◆ WHAT IS EXPECTED
Would you copy each line of the data below that has "halo"?

◆ DATA LISTING

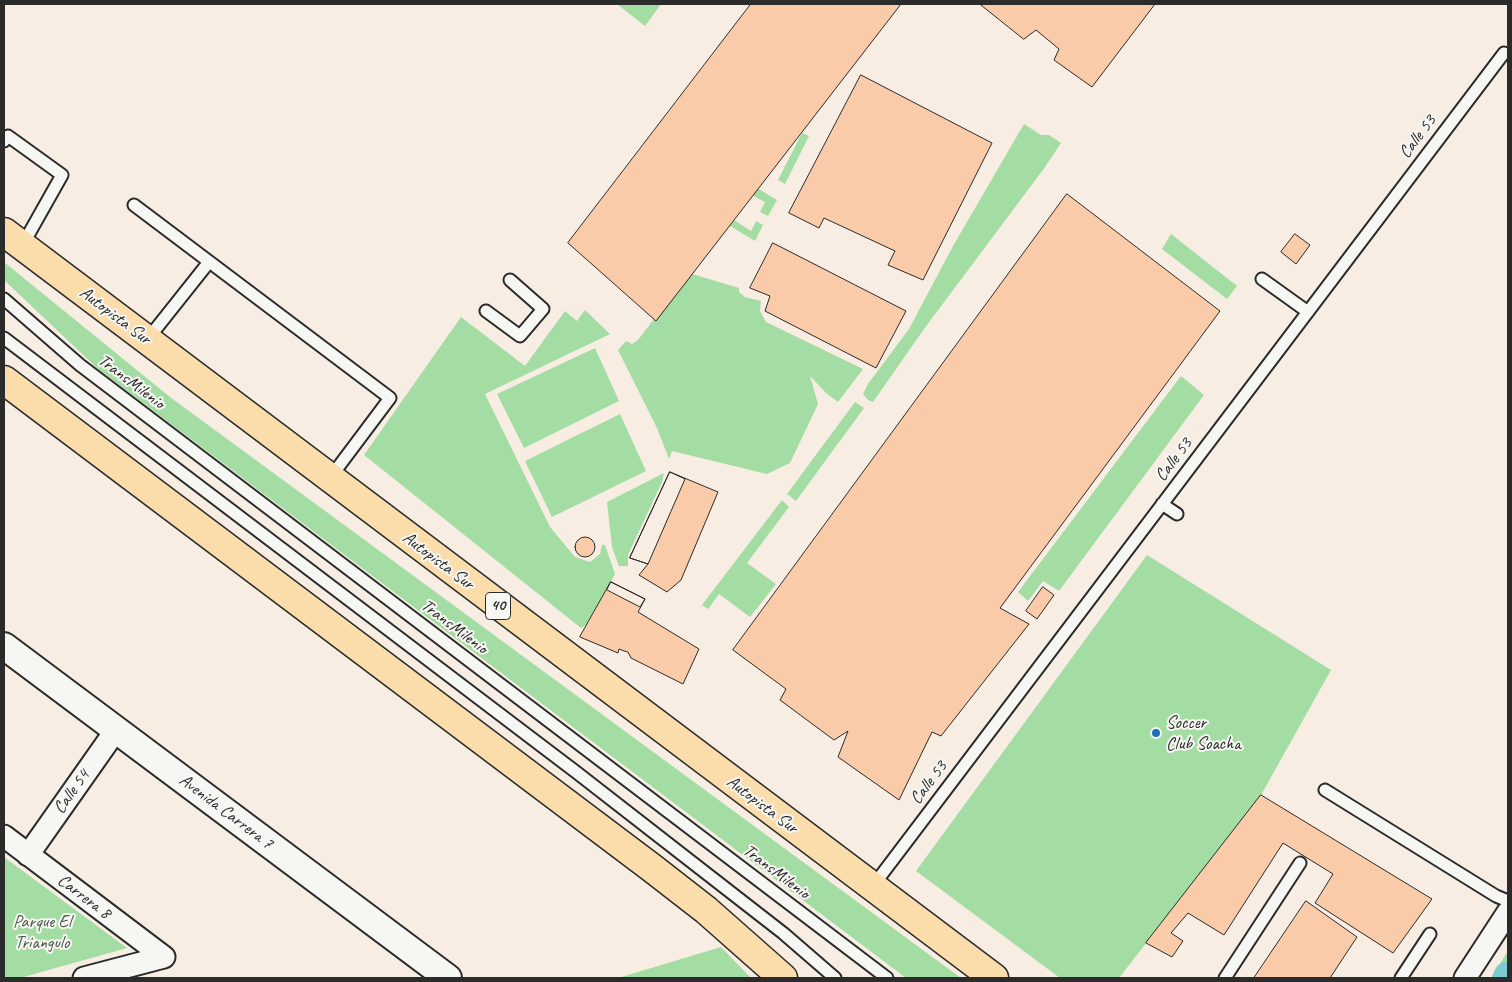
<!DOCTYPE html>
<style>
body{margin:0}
#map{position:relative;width:1512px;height:982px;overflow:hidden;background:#f7ede3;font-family:Caveat,sans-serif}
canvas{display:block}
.frame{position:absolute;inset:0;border:5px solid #2b2b2b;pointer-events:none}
</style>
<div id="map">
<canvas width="1512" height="982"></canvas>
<div class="frame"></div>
</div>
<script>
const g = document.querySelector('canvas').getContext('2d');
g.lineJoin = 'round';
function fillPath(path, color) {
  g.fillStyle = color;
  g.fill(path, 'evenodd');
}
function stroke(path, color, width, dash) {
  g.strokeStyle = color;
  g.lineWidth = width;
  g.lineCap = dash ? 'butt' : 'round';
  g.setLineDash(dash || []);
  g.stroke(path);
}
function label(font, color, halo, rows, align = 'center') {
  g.font = font + ' Caveat,sans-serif';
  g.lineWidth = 4;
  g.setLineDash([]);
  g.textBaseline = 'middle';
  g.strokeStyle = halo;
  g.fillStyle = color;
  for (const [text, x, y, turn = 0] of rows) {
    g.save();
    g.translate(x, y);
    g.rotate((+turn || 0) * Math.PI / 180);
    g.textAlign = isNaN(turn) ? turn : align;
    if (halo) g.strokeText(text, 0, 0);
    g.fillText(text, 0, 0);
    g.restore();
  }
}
fillPath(new Path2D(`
 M 617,4 L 661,4 L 645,26 Z
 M 1024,124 L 1041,135 L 1049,135 L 1061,143 L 1045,167 L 924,329 L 873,402 L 868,400 L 863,394 L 868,384 L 909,329 L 953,246 Z
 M 802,133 L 809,136 L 785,184 L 778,180 Z
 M 752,185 L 777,200 L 768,216 L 760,212 L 765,202 L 750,194 L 734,220 L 751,231 L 756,221 L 763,225 L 755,241 L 727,224 Z
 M 1171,234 L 1237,286 L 1227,299 L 1162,249 Z
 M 4,262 L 170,397 L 961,978 L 906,978 L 98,369 L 4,280 Z
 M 689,273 L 739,288 L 739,292 L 745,297 L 761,301 L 760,311 L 766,322 L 863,369 L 838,402 L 826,393 L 810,376 L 818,404 L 790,463 L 767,474 L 672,451 L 669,459 L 657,428 L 618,350 L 626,341 L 632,344 L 638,340 Z
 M 585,310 L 610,334 L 485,394 L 550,527 L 575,557 L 590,562 L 600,554 L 602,545 L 605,545 L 615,574 L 586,625 L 581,628 L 364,455 L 461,317 L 525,366 L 565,311 L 577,321 Z
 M 595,348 L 619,401 L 524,448 L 497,394 Z
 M 1181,376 L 1204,395 L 1059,591 L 1043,581 L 1028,601 L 1018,592 Z
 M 855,402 L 864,408 L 796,501 L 787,494 Z
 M 620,414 L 646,471 L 552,517 L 525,461 Z
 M 664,473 L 662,482 L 628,555 L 628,566 L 619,566 L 612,547 L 607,502 Z
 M 782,500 L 789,507 L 747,563 L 776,584 L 750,617 L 719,594 L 708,609 L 702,605 Z
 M 1147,555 L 1331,670 L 1261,795 L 1119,978 L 1060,978 L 916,871 Z
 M 4,857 L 127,948 L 20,978 L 4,978 Z
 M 721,947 L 751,978 L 618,978 Z
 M 1508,951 L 1508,978 L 1491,978 Z`), '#a3dda3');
stroke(new Path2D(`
 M 1507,978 L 1508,976`), '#7accd2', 29);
const building = new Path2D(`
 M 751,4 L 901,4 L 656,321 L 568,243 Z
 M 980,4 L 1155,4 L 1092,87 L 1054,60 L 1059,49 L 1036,30 L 1024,39 Z
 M 861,75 L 992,143 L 923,280 L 888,265 L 895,251 L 824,218 L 819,228 L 789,213 Z
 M 1067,194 L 1220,311 L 1000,608 L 1029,624 L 941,736 L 932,732 L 899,800 L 838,757 L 848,731 L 834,740 L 780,700 L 786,689 L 733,650 Z
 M 1295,234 L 1310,245 L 1296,264 L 1281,252 Z
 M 773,243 L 906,311 L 876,368 L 765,311 L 770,296 L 750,288 Z
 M 670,472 L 718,492 L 681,580 L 667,592 L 639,575 L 648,564 L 630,558 Z
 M 670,472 L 685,479 L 648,564 L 630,558 Z
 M575 547a10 10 0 1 1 20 0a10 10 0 1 1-20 0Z
 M 611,582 L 645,599 L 638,612 L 699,649 L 683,684 L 631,658 L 628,652 L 624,651 L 619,649 L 618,653 L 580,637 Z
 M 611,582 L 645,599 L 640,607 L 607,590 Z
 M 1043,587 L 1054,595 L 1037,619 L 1026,611 Z
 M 1261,795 L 1432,899 L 1393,953 L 1315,903 L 1333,874 L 1283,843 L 1224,935 L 1188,913 L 1171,933 L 1183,941 L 1172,957 L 1146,943 Z
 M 1306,901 L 1357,937 L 1330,978 L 1254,978 Z`);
fillPath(building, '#f9cba8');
stroke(building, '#2b2b2b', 1);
const service = new Path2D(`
 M 4,141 L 8,136 L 62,175 L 22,246
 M 134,205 L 390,398 L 330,478
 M 1262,279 L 1308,312
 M 4,299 L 80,365 L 887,978
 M 486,311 L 520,336 L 543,309 L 510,280
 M 4,338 L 576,772 L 783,933 L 835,978
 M 147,340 L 209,262
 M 1162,504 L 1177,514
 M 1325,790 L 1496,896 L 1508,901
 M 873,886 L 1504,53
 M 1225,978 L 1300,863
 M 1401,978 L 1430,934`);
const minor = new Path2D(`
 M 4,836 L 164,957
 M 28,855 L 116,730
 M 84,978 L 164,957
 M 1465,978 L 1508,912`);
const tertiary = new Path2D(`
 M 4,646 L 448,978`);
const trunk = new Path2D(`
 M 4,232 L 994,978
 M 4,380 L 652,868 L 706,910 L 783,978`);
stroke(service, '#2b2b2b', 15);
stroke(minor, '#2b2b2b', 25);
stroke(tertiary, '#2b2b2b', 30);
stroke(trunk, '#2b2b2b', 31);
stroke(service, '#f6f6f2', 11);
stroke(minor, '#f6f6f2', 21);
stroke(tertiary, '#f6f6f2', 26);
stroke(trunk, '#faddab', 28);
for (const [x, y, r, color] of [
 [1156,733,5,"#1f6fb2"]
]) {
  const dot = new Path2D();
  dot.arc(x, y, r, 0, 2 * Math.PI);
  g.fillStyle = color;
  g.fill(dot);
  stroke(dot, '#f6f6f2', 2);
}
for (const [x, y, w] of [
 [498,606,25]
]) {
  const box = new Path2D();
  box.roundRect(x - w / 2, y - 13.5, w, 27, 4);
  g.fillStyle = '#f6f6f2';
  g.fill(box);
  stroke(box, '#2b2b2b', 1);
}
label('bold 16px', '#2b2b2b', null, [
 ["40",498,606]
]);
label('18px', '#2b2b2b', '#f6f6f2', [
 ["Calle 53",1418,137,-53],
 ["Autopista Sur",115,316,37],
 ["TransMilenio",131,382,37],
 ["Calle 53",1174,460,-53],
 ["Autopista Sur",438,561,37],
 ["TransMilenio",454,627,37],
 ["Calle 53",929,783,-53],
 ["Calle 54",72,792,-55],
 ["Autopista Sur",762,805,37],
 ["Avenida Carrera 7",226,812,37],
 ["TransMilenio",776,872,37],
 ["Carrera 8",84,897,37]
]);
label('18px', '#2b2b2b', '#f6f6f2', [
 ["Soccer",1166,723],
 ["Club Soacha",1166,744]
], 'left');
label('18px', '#495849', '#f6f6f2', [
 ["Parque El",42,922],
 ["Triangulo",42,943]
]);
</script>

◆ YOUR RESPONSE
function label(font, color, halo, rows, align = 'center') {
  g.strokeStyle = halo;
    if (halo) g.strokeText(text, 0, 0);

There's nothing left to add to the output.